Catalina asintió, apretando las manos sobre su falda.

Catalina: —Estoy segura. No aguanto más en esa casa. Lo he pensado, y esta es mi única oportunidad.

Diego vio en sus ojos algo más que miedo: vio una mezcla de desesperación y esperanza. Sabía que Catalina había llegado al límite y que estaba dispuesta a correr cualquier riesgo para cambiar su vida.

Diego: (con firmeza) —Bien. No te preocupes. Vamos haser que esto salga bien. Pero mantente alerta, y no digas nada a nadie. Lo tendremos todo listo para las fiestas.

Catalina asintió nuevamente, justo antes de que su tía alzara la voz desde el puesto cercano.

Tía: (gritando) —¡Catalina! ¿Qué haces ahí parada? Ven aquí de una vez.

Catalina se giró rápidamente, lanzándole una última mirada a Diego antes de apresurarse hacia donde estaba su tía. Diego, por su parte, dio media vuelta y regresó a la taberna con una expresión de satisfacción.

Diego: (pensando para sí mismo) —Listo.
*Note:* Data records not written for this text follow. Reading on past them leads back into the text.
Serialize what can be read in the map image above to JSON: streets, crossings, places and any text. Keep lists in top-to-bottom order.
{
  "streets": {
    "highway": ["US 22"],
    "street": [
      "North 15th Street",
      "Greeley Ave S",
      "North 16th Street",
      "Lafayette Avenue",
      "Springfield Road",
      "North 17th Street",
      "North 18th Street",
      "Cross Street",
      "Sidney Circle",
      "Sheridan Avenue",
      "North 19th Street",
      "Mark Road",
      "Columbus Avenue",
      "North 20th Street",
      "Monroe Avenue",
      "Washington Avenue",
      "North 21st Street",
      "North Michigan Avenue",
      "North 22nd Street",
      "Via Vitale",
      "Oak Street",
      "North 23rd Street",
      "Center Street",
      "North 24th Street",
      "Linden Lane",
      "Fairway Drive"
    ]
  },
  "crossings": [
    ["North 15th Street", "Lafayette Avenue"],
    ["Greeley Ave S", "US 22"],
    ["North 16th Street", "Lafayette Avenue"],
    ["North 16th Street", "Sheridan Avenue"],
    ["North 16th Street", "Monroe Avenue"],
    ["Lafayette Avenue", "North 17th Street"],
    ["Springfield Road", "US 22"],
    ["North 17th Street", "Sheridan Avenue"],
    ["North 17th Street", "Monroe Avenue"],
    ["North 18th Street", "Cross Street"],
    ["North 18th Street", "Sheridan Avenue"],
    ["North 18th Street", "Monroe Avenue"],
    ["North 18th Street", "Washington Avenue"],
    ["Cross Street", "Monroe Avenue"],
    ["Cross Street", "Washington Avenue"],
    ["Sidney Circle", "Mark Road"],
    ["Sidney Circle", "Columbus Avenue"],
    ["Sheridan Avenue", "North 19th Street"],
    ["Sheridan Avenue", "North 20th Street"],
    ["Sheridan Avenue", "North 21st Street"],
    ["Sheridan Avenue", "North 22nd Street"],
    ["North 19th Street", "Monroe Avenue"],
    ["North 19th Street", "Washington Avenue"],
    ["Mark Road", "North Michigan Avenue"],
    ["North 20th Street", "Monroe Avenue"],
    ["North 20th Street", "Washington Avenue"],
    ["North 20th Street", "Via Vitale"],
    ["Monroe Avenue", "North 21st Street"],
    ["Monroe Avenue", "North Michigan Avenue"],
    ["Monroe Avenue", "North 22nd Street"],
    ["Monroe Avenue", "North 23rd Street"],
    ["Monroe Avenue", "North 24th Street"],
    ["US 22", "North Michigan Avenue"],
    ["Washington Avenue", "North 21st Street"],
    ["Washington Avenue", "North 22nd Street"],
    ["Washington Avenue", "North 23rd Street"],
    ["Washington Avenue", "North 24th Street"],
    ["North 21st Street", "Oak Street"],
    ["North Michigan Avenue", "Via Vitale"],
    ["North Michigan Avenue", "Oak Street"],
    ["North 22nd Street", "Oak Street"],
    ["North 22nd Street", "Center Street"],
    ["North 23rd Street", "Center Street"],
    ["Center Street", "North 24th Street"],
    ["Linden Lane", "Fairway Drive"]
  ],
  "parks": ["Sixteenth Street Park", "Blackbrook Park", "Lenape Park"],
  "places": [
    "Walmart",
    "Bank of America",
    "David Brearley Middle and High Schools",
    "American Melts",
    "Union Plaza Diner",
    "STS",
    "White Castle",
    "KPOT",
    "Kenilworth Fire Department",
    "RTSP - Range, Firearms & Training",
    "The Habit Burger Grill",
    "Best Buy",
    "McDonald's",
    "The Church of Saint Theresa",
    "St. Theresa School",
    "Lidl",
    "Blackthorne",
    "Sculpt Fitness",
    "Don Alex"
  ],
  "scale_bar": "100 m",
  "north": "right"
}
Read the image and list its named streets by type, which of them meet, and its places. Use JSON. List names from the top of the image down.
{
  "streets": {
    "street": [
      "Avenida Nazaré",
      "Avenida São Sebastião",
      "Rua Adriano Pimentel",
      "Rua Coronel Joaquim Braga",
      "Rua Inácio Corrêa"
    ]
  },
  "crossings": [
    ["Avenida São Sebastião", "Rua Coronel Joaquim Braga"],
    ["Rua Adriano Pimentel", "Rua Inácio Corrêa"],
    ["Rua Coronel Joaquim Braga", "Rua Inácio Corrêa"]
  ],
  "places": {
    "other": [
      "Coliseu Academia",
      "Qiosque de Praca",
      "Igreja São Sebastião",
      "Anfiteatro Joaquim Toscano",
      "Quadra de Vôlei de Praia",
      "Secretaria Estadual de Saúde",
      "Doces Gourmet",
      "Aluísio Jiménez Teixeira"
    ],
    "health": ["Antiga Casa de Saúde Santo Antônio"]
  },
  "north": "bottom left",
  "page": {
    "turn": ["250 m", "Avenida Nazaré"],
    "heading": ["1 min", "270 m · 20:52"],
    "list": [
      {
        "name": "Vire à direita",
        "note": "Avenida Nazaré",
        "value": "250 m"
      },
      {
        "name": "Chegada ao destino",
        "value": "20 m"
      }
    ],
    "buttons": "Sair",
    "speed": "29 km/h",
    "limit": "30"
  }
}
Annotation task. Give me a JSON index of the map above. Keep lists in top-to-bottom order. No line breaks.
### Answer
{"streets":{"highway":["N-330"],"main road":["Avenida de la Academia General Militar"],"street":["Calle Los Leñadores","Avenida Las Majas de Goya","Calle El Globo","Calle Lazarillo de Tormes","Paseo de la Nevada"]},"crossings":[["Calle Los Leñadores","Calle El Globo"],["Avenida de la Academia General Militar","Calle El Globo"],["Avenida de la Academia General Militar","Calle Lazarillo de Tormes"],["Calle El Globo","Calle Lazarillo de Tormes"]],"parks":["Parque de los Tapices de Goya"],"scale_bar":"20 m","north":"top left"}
Ahora sí, esto va en serio.

De vuelta en el mesón, mientras servía vino y viandas a los clientes, Diego no dejaba de pensar en la conversación con Catalina. Tenía claro que, a partir de ese momento, todo debía salir perfecto. No solo estaba en juego su plan, sino la libertad y el futuro de una muchacha que había depositado toda su confianza en ellos. Esa misma tarde habría de comentarle lo acaecido con Martín.

La tarde comenzaba en Fuente el Fresno, y los rayos dorados del sol se filtraban por las ventanas de la taberna. El ambiente estaba tranquilo, con apenas unos cuantos parroquianos sentados en las mesas de madera, charlando en voz baja mientras bebían. Martín entró al local con paso relajado, quitándose el polvo de las manos después de pasar varias horas en la herrería. Se acercó a la barra y pidió un vaso de vino al mesonero, dispuesto a disfrutar de un breve descanso antes de volver al trabajo.

Diego, que estaba detrás de la barra atendiendo a los clientes, lo vio entrar y se acercó rápidamente con una sonrisa cómplice.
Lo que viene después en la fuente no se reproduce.